We could consider looking @ recreating the other in-out signals during the same period to see if it affects performance, with no optimization.
This is a great thread, regardless. I believe folks are learning a lot.
Cheers to everyone,
- TC.
Vladimir
Hi everyone,
It's been over five weeks since I posted in QC
"Intersection of ROC comparison using OUT_DAY approach".
Since then, I have published 6 versions, and more than a dozen versions have been published by Elsid Aliaj, Mikko M, Leandro Maia, Nate Miller, Frank Shikarsky, Guy Fleury, T. Smith.
Each of them has its own flavor and improvements.
I have a few sketches for the following versions, which are variations of v1.3,
but with a different universe selection based on my Quantopian pipeline experience:
v1.7
v1.8
v1.9
There is a shortfall in my time budget, so I'm leaving their final development for later.
I want to thank Jared Broad and his team for giving us the opportunity to significantly improve this algorithm.
Thank you all for your successful cooperation!!!
My regards to a PhD who was here, not to share algos.
Diwang
Hi Vladimir,
Thanks for sharing this great idea. I am a newbie just getting in.

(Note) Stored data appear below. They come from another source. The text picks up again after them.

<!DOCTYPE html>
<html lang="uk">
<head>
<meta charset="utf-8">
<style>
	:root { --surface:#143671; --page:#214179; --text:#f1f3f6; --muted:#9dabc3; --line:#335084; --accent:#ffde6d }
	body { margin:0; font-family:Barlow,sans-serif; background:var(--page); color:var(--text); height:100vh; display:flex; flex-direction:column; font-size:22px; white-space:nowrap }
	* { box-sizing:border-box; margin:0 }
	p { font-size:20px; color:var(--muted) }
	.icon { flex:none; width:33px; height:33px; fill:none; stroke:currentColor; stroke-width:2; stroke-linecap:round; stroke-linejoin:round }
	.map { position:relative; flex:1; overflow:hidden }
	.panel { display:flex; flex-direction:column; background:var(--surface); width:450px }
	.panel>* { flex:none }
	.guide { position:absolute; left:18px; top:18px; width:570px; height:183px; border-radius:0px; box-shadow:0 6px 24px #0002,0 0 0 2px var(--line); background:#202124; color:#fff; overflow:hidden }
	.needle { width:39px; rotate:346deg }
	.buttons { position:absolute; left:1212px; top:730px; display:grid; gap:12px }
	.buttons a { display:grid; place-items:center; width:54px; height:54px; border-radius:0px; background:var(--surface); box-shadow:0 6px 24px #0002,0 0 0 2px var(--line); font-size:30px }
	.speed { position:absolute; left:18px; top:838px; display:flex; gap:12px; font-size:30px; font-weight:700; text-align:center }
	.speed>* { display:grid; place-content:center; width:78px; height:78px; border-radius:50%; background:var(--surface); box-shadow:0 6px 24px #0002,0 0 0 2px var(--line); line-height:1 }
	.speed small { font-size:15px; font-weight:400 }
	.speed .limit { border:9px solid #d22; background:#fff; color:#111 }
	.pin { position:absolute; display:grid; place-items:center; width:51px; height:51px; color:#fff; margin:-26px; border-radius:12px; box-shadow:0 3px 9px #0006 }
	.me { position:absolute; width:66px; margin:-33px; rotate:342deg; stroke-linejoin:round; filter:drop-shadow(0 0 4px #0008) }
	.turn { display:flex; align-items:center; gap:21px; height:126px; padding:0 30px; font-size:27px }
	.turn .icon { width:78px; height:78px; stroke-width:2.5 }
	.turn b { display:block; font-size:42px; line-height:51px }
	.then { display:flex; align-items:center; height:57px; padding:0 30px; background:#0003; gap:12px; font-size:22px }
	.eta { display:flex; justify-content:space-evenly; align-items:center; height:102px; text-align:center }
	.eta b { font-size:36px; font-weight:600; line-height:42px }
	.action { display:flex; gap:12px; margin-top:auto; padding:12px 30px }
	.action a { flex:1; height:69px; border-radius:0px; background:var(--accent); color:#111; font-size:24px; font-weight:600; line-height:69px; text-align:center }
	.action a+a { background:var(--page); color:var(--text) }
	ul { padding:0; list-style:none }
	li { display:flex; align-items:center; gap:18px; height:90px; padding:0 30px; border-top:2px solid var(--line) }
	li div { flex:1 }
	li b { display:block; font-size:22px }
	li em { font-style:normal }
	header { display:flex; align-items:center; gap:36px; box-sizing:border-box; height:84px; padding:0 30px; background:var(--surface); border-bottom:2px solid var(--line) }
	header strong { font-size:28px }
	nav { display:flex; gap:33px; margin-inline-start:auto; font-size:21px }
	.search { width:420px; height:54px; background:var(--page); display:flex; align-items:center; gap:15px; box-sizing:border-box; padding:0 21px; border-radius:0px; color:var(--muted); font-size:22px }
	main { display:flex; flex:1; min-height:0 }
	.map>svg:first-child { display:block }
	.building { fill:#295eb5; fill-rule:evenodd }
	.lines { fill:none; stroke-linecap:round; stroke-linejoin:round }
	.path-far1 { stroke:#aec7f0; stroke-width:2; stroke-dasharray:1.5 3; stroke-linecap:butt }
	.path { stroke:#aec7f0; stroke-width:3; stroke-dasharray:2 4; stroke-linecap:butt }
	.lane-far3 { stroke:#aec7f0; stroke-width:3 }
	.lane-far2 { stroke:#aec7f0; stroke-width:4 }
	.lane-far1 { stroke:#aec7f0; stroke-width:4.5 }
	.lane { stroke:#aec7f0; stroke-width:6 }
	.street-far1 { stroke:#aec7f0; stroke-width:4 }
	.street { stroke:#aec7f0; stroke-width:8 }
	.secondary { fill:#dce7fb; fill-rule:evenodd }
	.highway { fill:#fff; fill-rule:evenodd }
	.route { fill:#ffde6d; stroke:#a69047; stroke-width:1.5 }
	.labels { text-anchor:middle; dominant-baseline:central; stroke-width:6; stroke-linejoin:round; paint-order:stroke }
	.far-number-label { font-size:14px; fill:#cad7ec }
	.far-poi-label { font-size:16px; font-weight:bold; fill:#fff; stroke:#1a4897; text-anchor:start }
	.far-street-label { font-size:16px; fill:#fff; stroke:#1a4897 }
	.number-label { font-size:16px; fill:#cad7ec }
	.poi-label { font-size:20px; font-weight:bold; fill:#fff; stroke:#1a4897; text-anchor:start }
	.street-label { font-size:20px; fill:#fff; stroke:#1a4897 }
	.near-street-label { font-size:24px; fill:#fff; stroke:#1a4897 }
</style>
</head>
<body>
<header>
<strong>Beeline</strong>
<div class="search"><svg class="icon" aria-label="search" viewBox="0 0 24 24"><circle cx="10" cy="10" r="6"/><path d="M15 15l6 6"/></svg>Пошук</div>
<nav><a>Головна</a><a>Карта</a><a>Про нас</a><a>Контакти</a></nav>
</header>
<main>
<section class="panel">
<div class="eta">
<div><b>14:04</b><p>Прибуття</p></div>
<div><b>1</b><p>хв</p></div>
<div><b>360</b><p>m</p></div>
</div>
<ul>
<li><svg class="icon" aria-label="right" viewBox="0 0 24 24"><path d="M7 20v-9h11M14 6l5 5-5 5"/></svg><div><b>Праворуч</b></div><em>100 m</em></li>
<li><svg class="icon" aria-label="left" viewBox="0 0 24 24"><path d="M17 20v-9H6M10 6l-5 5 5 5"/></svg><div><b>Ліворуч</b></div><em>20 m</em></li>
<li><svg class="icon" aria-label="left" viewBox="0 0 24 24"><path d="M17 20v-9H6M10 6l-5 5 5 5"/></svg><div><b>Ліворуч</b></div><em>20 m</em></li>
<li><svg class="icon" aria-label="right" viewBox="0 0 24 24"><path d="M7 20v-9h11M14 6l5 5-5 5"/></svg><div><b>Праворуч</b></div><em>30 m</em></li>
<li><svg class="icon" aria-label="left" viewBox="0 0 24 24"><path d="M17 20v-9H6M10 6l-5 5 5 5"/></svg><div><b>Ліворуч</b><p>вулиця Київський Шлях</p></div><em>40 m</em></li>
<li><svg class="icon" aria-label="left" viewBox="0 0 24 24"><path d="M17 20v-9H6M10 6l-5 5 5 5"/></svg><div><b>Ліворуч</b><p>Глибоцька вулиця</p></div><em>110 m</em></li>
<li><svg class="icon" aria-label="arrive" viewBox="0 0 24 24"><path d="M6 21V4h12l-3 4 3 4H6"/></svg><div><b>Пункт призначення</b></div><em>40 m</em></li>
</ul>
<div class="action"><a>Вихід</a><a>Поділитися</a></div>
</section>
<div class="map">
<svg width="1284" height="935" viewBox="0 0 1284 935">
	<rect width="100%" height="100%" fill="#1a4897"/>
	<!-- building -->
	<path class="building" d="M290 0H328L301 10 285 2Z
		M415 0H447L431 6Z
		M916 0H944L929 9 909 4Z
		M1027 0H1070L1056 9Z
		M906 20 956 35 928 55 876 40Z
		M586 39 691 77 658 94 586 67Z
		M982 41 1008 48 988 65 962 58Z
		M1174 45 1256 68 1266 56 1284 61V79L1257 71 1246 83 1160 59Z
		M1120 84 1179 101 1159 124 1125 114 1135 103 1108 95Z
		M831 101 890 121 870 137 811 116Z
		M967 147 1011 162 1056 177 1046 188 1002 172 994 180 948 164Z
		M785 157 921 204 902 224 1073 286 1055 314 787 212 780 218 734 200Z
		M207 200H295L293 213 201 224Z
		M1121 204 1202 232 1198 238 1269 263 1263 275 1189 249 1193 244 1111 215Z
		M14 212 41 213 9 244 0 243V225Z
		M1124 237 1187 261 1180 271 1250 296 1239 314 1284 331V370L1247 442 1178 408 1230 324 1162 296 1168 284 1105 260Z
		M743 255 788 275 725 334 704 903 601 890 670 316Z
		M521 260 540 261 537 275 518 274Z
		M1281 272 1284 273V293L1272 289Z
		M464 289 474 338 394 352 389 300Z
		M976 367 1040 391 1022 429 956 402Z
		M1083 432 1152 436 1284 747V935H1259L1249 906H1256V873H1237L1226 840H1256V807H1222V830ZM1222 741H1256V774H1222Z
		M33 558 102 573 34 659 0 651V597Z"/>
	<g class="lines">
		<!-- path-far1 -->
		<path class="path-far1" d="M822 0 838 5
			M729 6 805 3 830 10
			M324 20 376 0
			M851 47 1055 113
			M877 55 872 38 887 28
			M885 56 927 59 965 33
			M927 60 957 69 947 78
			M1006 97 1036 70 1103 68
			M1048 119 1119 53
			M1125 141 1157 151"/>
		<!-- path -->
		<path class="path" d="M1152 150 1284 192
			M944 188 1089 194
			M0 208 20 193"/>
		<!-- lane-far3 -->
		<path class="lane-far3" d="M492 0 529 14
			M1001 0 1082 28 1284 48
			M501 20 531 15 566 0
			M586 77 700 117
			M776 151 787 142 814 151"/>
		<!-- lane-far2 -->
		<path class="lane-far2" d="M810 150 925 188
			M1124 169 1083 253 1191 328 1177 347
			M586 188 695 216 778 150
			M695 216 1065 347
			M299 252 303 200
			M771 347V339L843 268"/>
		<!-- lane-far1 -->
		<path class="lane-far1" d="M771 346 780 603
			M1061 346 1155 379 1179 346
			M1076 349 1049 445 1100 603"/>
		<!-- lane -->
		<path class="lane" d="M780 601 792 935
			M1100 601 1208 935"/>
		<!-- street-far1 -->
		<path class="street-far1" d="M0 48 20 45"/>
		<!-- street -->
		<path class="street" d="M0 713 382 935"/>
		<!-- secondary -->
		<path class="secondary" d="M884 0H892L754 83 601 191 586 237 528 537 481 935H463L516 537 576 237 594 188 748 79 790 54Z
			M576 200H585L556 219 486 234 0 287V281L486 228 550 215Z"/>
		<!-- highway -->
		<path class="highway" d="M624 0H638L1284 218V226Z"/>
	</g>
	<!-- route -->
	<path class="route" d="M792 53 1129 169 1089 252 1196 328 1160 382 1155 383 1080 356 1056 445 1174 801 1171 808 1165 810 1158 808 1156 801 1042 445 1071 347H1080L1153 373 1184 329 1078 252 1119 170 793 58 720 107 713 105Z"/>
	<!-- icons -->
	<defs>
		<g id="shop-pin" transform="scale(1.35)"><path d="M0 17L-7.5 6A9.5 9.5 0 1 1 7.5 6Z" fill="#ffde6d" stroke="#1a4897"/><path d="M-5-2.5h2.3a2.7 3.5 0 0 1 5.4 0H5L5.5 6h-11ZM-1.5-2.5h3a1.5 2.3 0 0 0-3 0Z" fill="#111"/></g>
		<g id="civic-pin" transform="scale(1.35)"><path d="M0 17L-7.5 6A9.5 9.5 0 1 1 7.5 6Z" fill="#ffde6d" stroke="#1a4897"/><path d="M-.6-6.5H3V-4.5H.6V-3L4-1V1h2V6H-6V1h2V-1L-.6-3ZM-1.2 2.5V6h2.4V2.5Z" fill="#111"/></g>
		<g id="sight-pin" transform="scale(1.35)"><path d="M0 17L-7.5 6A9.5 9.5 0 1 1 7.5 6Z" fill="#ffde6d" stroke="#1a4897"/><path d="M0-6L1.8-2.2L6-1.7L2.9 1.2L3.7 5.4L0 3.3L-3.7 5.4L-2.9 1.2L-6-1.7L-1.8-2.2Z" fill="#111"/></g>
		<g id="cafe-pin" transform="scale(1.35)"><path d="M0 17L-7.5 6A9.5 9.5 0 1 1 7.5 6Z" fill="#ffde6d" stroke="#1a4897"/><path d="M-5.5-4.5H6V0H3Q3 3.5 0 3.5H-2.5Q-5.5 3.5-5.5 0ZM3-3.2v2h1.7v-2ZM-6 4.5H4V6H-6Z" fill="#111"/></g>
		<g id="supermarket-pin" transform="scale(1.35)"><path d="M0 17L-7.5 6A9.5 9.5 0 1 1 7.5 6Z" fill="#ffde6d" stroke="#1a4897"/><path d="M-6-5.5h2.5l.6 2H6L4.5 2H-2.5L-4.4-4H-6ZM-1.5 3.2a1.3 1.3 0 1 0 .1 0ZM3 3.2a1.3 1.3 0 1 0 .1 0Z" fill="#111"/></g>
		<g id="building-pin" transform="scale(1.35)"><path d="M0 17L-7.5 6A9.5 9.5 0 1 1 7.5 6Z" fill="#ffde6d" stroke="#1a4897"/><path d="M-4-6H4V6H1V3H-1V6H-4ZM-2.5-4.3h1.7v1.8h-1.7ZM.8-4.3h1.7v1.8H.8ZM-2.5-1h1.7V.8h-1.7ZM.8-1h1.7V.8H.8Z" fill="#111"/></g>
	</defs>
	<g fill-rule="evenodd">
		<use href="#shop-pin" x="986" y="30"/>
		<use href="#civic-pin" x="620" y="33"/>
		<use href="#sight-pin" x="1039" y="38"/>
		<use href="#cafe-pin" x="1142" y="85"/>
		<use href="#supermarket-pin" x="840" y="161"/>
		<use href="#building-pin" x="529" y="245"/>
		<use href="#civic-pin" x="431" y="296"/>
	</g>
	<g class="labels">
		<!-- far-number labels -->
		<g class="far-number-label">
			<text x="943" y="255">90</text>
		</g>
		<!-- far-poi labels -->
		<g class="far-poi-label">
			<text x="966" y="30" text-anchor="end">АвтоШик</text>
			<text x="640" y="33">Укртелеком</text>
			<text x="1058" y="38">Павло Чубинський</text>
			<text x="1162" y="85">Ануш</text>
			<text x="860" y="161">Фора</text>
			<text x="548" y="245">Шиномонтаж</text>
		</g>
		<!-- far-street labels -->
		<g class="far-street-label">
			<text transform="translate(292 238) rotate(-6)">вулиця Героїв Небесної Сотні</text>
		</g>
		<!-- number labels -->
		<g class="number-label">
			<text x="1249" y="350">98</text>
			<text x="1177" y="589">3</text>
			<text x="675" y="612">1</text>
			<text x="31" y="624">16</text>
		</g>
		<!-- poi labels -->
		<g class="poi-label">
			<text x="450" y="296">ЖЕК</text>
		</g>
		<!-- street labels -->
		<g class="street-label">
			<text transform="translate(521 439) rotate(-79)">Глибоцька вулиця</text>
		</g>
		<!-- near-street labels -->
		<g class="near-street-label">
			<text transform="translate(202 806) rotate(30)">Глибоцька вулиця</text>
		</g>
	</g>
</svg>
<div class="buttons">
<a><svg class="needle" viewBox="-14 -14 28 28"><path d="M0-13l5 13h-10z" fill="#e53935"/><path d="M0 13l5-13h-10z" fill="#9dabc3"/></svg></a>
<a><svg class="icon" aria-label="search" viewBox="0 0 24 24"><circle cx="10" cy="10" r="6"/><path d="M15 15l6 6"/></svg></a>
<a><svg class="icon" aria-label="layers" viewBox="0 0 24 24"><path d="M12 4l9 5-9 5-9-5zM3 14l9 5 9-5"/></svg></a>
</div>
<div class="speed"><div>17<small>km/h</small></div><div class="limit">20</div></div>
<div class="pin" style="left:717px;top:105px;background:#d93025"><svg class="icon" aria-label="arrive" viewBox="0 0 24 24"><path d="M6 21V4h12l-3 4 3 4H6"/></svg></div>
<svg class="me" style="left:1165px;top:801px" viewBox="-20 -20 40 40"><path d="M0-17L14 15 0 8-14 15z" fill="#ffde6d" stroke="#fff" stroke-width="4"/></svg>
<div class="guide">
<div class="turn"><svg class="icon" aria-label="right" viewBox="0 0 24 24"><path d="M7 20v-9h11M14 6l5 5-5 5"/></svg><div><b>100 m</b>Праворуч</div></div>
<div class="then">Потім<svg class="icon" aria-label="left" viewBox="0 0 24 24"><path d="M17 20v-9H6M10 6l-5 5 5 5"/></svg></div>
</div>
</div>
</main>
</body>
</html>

I wonder if there is a particular reason why using spy, instead of qqq data when computing vola?
Jack Whisky
Jack Pizza
Vladimir can you share any of these newer versions? 1.7 1.9 or is it just different universe selections?
Vidal boreal
hello, Vladimir
I found that self.count would reset to zero once the server crashes. If TLT/IEF are being hold, it would be sold immediately after the algo restarts.
Is there any way to change the exit conditions of defensive ETF? but not counting the holding days.
Jack Pizza
Vladimir I've been running one of the versions forward live testing, and it's basically been in QQQ / FNGS since the beginning of the year and hasn't been out ever lol. Any insights?